Zbigniew Boniek: Chodzi o to, aby kadra nie była memem
Prezes PZPN na kilkadziesiąt godzin przed meczem eliminacji mundialu z Węgrami w Budapeszcie mówi Polsatsport.pl czego oczekuje od nowego selekcjonera, którego wyciągnął niczym królika z kapelusza.
Cezary Kowalski: Jak często rozmawia pan z Paulo Sousą?
Zbigniew Boniek: Codziennie. Po kilka razy.
ZOBACZ TAKŻE: "Mateusz Klich był totalnie zaskoczony. Jego zmiennik musi być tak samo dobry jak on"
O ustawieniu kadry?
O wszystkim i o niczym. To ustawianie stało się jakąś fobią, ale nie naszą tylko dziennikarzy.

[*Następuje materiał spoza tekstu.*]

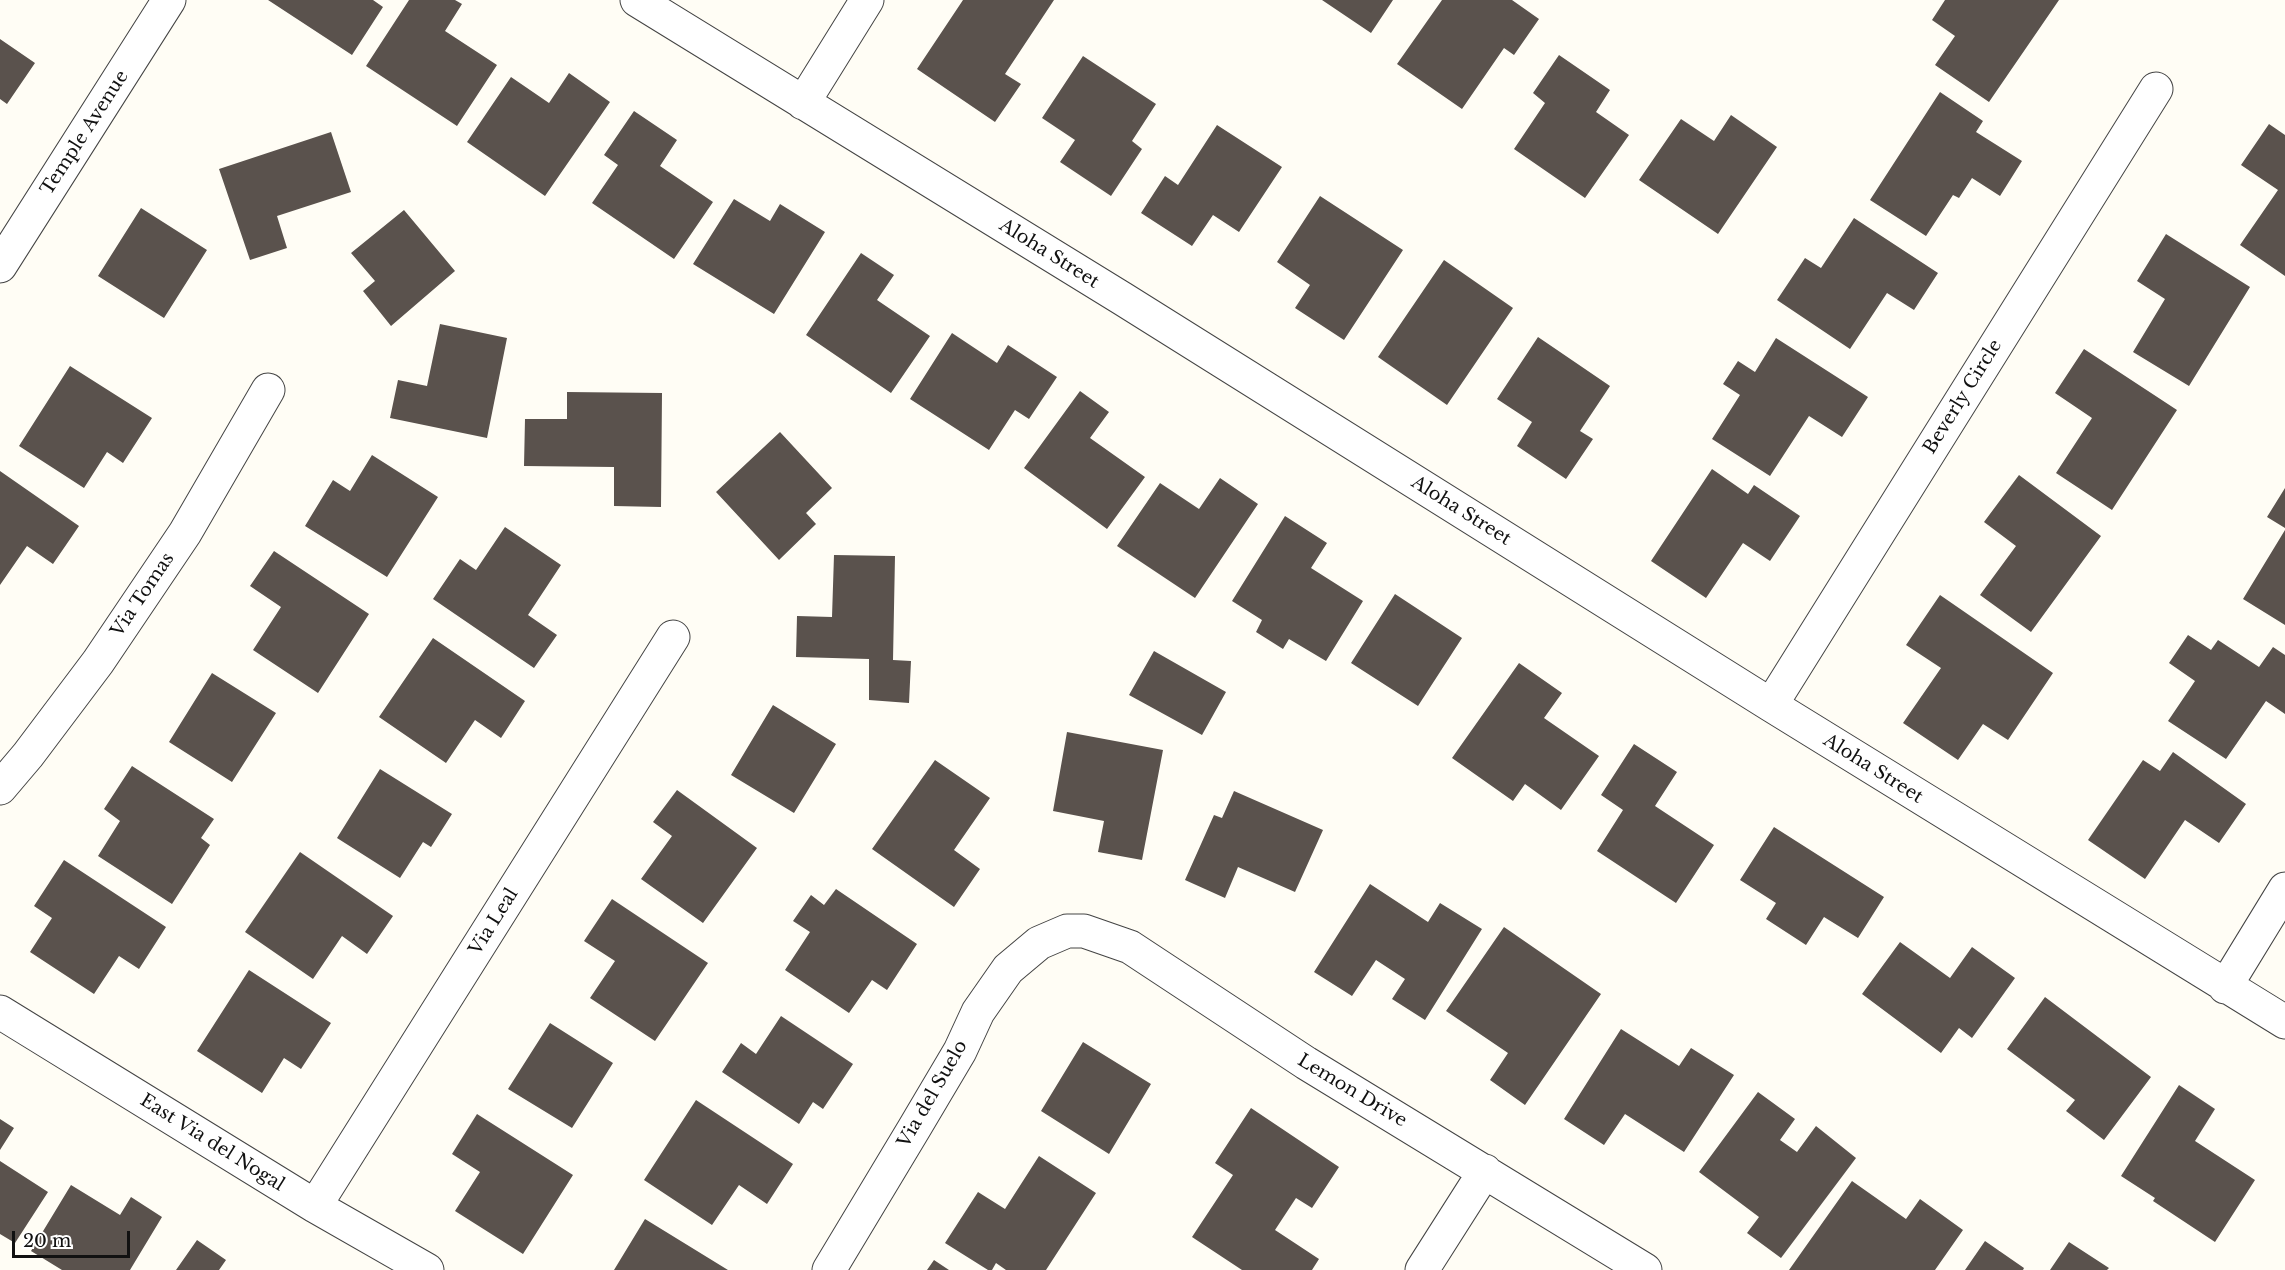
<!DOCTYPE html>
<html>
<head>
<meta charset="utf-8">
<style>
	body { margin:0 }
	#map { position:relative; width:2285px; height:1270px; overflow:hidden; background:#fffdf5; font-family:"Libre Baskerville",serif }
	canvas { display:block }
	.scale { position:absolute; left:12px; top:1231px; width:118px; height:27px; box-sizing:border-box; border:3px solid #111; border-top:0; padding-left:8px; font-size:18px; line-height:21px; white-space:nowrap; color:#111; -webkit-text-stroke:4px #fff; paint-order:stroke }
</style>
</head>
<body>
<div id="map">
<canvas width="2285" height="1270"></canvas>
<div class="scale">20 m</div>
</div>
<script>
const g = document.querySelector('canvas').getContext('2d');
g.lineJoin = 'round';
function fillPath(path, color) { g.fillStyle = color; g.fill(path, 'evenodd'); }
function trace(path, color, width, dash) { g.strokeStyle = color; g.lineWidth = width; g.lineCap = dash ? 'butt' : 'round'; g.setLineDash(dash || []); g.stroke(path); }
function drawText(font, color, halo, rows, align = 'center') {
  g.font = font + ' "Libre Baskerville",serif'; g.lineWidth = 6; g.setLineDash([]); g.textBaseline = 'middle'; g.strokeStyle = halo; g.fillStyle = color; for (const [text, x, y, turn = 0] of rows) {
    g.save(); g.translate(x, y); g.rotate((+turn || 0) * Math.PI / 180); g.textAlign = isNaN(turn) ? turn : align; if (halo) g.strokeText(text, 0, 0); g.fillText(text, 0, 0); g.restore();
  }
}
const building = new Path2D(`
	M 268,0 L 373,0 L 383,7 L 352,55 Z
	M 409,0 L 455,0 L 462,4 L 445,31 L 497,65 L 457,126 L 366,66 Z
	M 963,0 L 1054,0 L 1005,74 L 1021,84 L 995,122 L 917,69 Z
	M 1322,0 L 1393,0 L 1371,33 Z
	M 1442,0 L 1512,0 L 1539,19 L 1514,55 L 1504,48 L 1462,109 L 1397,64 Z
	M 1945,0 L 2059,0 L 1989,102 L 1935,65 L 1955,36 L 1932,20 Z
	M 0,39 L 35,63 L 7,104 L 0,99 Z
	M 1559,55 L 1610,90 L 1596,112 L 1629,135 L 1585,198 L 1514,149 L 1545,103 L 1533,93 Z
	M 1083,56 L 1156,104 L 1132,141 L 1142,149 L 1111,196 L 1060,162 L 1075,140 L 1042,118 Z
	M 569,73 L 610,102 L 545,196 L 467,142 L 511,77 L 549,103 Z
	M 1940,92 L 1983,121 L 1976,132 L 2022,161 L 2000,196 L 1972,178 L 1959,198 L 1953,195 L 1926,236 L 1870,200 Z
	M 634,111 L 677,140 L 660,166 L 713,202 L 674,259 L 592,203 L 618,165 L 604,155 Z
	M 1731,115 L 1777,147 L 1718,234 L 1639,180 L 1681,119 L 1714,141 Z
	M 2269,124 L 2285,135 L 2285,276 L 2240,245 L 2278,190 L 2241,165 Z
	M 1217,125 L 1282,167 L 1239,232 L 1213,215 L 1192,246 L 1141,213 L 1165,176 L 1178,185 Z
	M 331,132 L 351,192 L 277,216 L 287,248 L 250,260 L 219,169 Z
	M 1320,196 L 1403,250 L 1344,340 L 1295,308 L 1310,285 L 1277,262 Z
	M 734,199 L 770,221 L 780,204 L 825,232 L 774,314 L 693,264 Z
	M 141,208 L 207,250 L 164,318 L 98,276 Z
	M 404,210 L 455,271 L 391,326 L 363,291 L 375,281 L 351,253 Z
	M 1854,218 L 1938,273 L 1914,310 L 1887,293 L 1850,349 L 1777,300 L 1805,258 L 1821,268 Z
	M 2166,234 L 2250,287 L 2189,386 L 2133,352 L 2165,299 L 2137,281 Z
	M 861,253 L 894,275 L 877,300 L 930,336 L 891,393 L 806,335 Z
	M 1444,260 L 1513,308 L 1447,405 L 1378,357 Z
	M 440,324 L 507,338 L 487,438 L 390,418 L 398,380 L 427,386 Z
	M 952,333 L 997,363 L 1008,345 L 1057,377 L 1029,419 L 1015,410 L 989,450 L 910,399 Z
	M 1538,337 L 1610,386 L 1580,431 L 1593,439 L 1566,479 L 1517,446 L 1532,422 L 1497,399 Z
	M 1776,338 L 1868,397 L 1842,437 L 1809,416 L 1770,476 L 1712,439 L 1740,395 L 1723,384 L 1738,361 L 1755,372 Z
	M 2084,349 L 2177,410 L 2112,510 L 2056,473 L 2092,418 L 2055,393 Z
	M 70,366 L 152,418 L 123,463 L 107,452 L 84,488 L 19,446 Z
	M 1080,391 L 1109,412 L 1090,438 L 1145,477 L 1107,529 L 1024,468 Z
	M 567,392 L 662,393 L 661,507 L 614,506 L 614,467 L 524,466 L 525,419 L 567,419 Z
	M 780,432 L 832,488 L 806,513 L 816,524 L 779,560 L 716,492 Z
	M 372,455 L 438,497 L 387,577 L 305,526 L 333,480 L 350,491 Z
	M 1712,469 L 1748,494 L 1754,485 L 1800,516 L 1770,561 L 1743,543 L 1706,598 L 1651,561 Z
	M 0,471 L 79,526 L 53,564 L 27,546 L 0,585 Z
	M 2019,475 L 2101,536 L 2031,632 L 1980,595 L 2016,546 L 1984,522 Z
	M 1220,478 L 1258,504 L 1195,598 L 1117,546 L 1160,483 L 1199,509 Z
	M 2285,488 L 2285,528 L 2267,517 Z
	M 1285,516 L 1327,543 L 1311,568 L 1363,601 L 1326,661 L 1289,639 L 1283,649 L 1256,632 L 1262,620 L 1232,601 Z
	M 505,527 L 561,565 L 528,615 L 557,635 L 534,668 L 433,599 L 460,559 L 476,570 Z
	M 2285,530 L 2285,625 L 2243,599 Z
	M 274,551 L 369,614 L 318,693 L 253,650 L 281,607 L 250,586 Z
	M 834,555 L 895,556 L 893,660 L 911,661 L 909,703 L 869,700 L 869,659 L 796,657 L 797,616 L 832,617 Z
	M 1395,594 L 1462,638 L 1418,706 L 1351,663 Z
	M 1940,595 L 2053,673 L 2008,740 L 1983,724 L 1958,760 L 1903,723 L 1941,668 L 1906,645 Z
	M 2188,635 L 2211,650 L 2218,640 L 2259,667 L 2273,647 L 2285,655 L 2285,714 L 2266,701 L 2226,759 L 2168,721 L 2195,681 L 2169,663 Z
	M 433,638 L 525,701 L 501,738 L 475,720 L 446,763 L 379,717 Z
	M 1154,651 L 1226,692 L 1202,735 L 1129,695 Z
	M 1519,663 L 1562,693 L 1544,718 L 1599,756 L 1561,810 L 1525,784 L 1513,801 L 1452,758 Z
	M 212,673 L 276,713 L 232,782 L 169,742 Z
	M 773,705 L 836,744 L 794,813 L 731,775 Z
	M 1067,732 L 1163,750 L 1142,860 L 1098,852 L 1104,821 L 1053,811 Z
	M 1634,744 L 1677,772 L 1655,806 L 1714,845 L 1676,903 L 1597,851 L 1623,810 L 1601,795 Z
	M 2173,752 L 2246,804 L 2219,843 L 2185,820 L 2145,879 L 2088,840 L 2143,760 L 2160,771 Z
	M 935,760 L 990,798 L 954,850 L 980,869 L 954,907 L 872,849 Z
	M 132,766 L 214,819 L 201,838 L 210,845 L 172,904 L 98,856 L 120,821 L 104,809 Z
	M 380,769 L 452,814 L 431,847 L 423,842 L 400,878 L 337,838 Z
	M 677,790 L 757,848 L 703,923 L 641,879 L 672,836 L 653,822 Z
	M 1234,791 L 1323,830 L 1295,892 L 1238,867 L 1225,898 L 1185,880 L 1214,815 L 1222,818 Z
	M 1774,827 L 1884,897 L 1858,938 L 1824,917 L 1806,945 L 1766,919 L 1776,903 L 1740,880 Z
	M 300,852 L 393,916 L 367,954 L 342,936 L 313,979 L 245,932 Z
	M 64,860 L 166,927 L 139,969 L 119,956 L 94,994 L 30,952 L 52,918 L 34,906 Z
	M 1370,884 L 1428,922 L 1440,903 L 1482,929 L 1425,1020 L 1392,999 L 1405,979 L 1376,960 L 1352,996 L 1314,972 Z
	M 836,889 L 917,944 L 887,990 L 872,980 L 849,1013 L 785,970 L 810,932 L 793,921 L 811,895 L 824,905 Z
	M 612,899 L 708,963 L 655,1041 L 590,998 L 615,961 L 584,941 Z
	M 1504,927 L 1601,994 L 1525,1105 L 1490,1080 L 1508,1053 L 1446,1011 Z
	M 1900,942 L 1950,978 L 1972,947 L 2015,978 L 1972,1038 L 1959,1028 L 1941,1053 L 1862,994 Z
	M 249,970 L 331,1023 L 301,1069 L 284,1058 L 262,1093 L 197,1051 Z
	M 2045,997 L 2151,1077 L 2104,1140 L 2066,1111 L 2075,1100 L 2007,1049 Z
	M 781,1016 L 853,1064 L 823,1109 L 813,1102 L 799,1124 L 722,1072 L 741,1043 L 756,1054 Z
	M 550,1023 L 613,1063 L 572,1128 L 508,1089 Z
	M 1621,1029 L 1679,1066 L 1691,1048 L 1734,1075 L 1684,1152 L 1625,1114 L 1604,1145 L 1564,1119 Z
	M 1083,1042 L 1151,1084 L 1109,1154 L 1041,1111 Z
	M 2179,1085 L 2215,1109 L 2195,1141 L 2255,1180 L 2215,1242 L 2153,1201 L 2155,1198 L 2121,1176 Z
	M 1758,1092 L 1795,1119 L 1780,1140 L 1797,1152 L 1816,1126 L 1856,1158 L 1781,1258 L 1747,1233 L 1759,1217 L 1699,1172 Z
	M 696,1100 L 793,1164 L 767,1204 L 739,1185 L 712,1225 L 644,1180 Z
	M 1251,1108 L 1339,1167 L 1312,1208 L 1296,1198 L 1275,1230 L 1319,1259 L 1312,1270 L 1242,1270 L 1192,1237 L 1233,1175 L 1215,1163 Z
	M 477,1114 L 573,1175 L 523,1254 L 455,1211 L 480,1172 L 452,1154 Z
	M 0,1119 L 14,1128 L 0,1150 Z
	M 1039,1156 L 1096,1193 L 1046,1270 L 1006,1270 L 996,1263 L 992,1270 L 988,1270 L 945,1243 L 978,1192 L 1005,1209 Z
	M 0,1161 L 48,1192 L 15,1243 L 0,1234 Z
	M 1852,1181 L 1906,1219 L 1920,1199 L 1963,1230 L 1935,1270 L 1789,1270 Z
	M 71,1185 L 120,1215 L 131,1197 L 162,1217 L 130,1270 L 62,1270 L 31,1251 Z
	M 645,1219 L 728,1270 L 614,1270 Z
	M 197,1240 L 226,1260 L 219,1270 L 176,1270 Z
	M 1985,1241 L 2024,1268 L 2023,1270 L 1965,1270 Z
	M 2069,1242 L 2109,1268 L 2107,1270 L 2050,1270 Z
	M 934,1260 L 949,1270 L 927,1270 Z`);
const minor = new Path2D(`
	M 637,0 L 1123,299 L 1771,705 L 2285,1022
	M 803,103 L 867,0
	M 0,266 L 169,0
	M 1771,705 L 2156,89
	M 0,788 L 28,755 L 98,662 L 185,533 L 268,390
	M 2225,987 L 2285,889
	M 0,1012 L 315,1206 L 427,1270
	M 315,1206 L 673,637
	M 829,1270 L 915,1127 L 960,1051 L 978,1012 L 1008,969 L 1039,943 L 1067,931 L 1084,931 L 1130,947 L 1306,1063 L 1645,1270
	M 1422,1270 L 1485,1171`);
const streetNames = [
	["Temple Avenue",85,133,-57],
	["Aloha Street",1049,254,32],
	["Beverly Circle",1963,397,-58],
	["Aloha Street",1461,511,32],
	["Via Tomas",143,595,-56],
	["Aloha Street",1873,769,32],
	["Via Leal",494,922,-58],
	["Lemon Drive",1352,1091,31],
	["Via del Suelo",933,1094,-60],
	["East Via del Nogal",212,1143,32]
];
fillPath(building, '#5a524d');
trace(minor, '#444', 35);
trace(minor, '#fff', 33);
drawText('18px', '#111', '#fff', streetNames);
</script>
</body>
</html>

Bo nie jest tajemnicą, że Sousa będzie próbował je zmienić i wszyscy się zastanawiają, jak to będzie wyglądało...
Ustawienie to jest forma statyczna, a gra na boisku to forma dynamiczna. Może i trener nad tym myśli, ale mnie naprawdę nie interesuje ustawienie.
To czego oczekuje pan od nowego selekcjonera?
Wiem, że ten krótki czas, który miał wykorzystał dobrze. Mam nadzieję, taką samą jak wszyscy kibice, że pójdziemy teraz trochę w innym kierunku, bo mamy naprawdę dobrych piłkarzy i jestem przekonany, że są oni nam w stanie dawać znacznie więcej przyjemności niż dotychczas. Z przykrością to zauważyłem, ale w pewnym momencie reprezentacja stała się ogólnopolskim memem. Ludzie sobie zaczęli żarty robić z kadry. Nie może tak być.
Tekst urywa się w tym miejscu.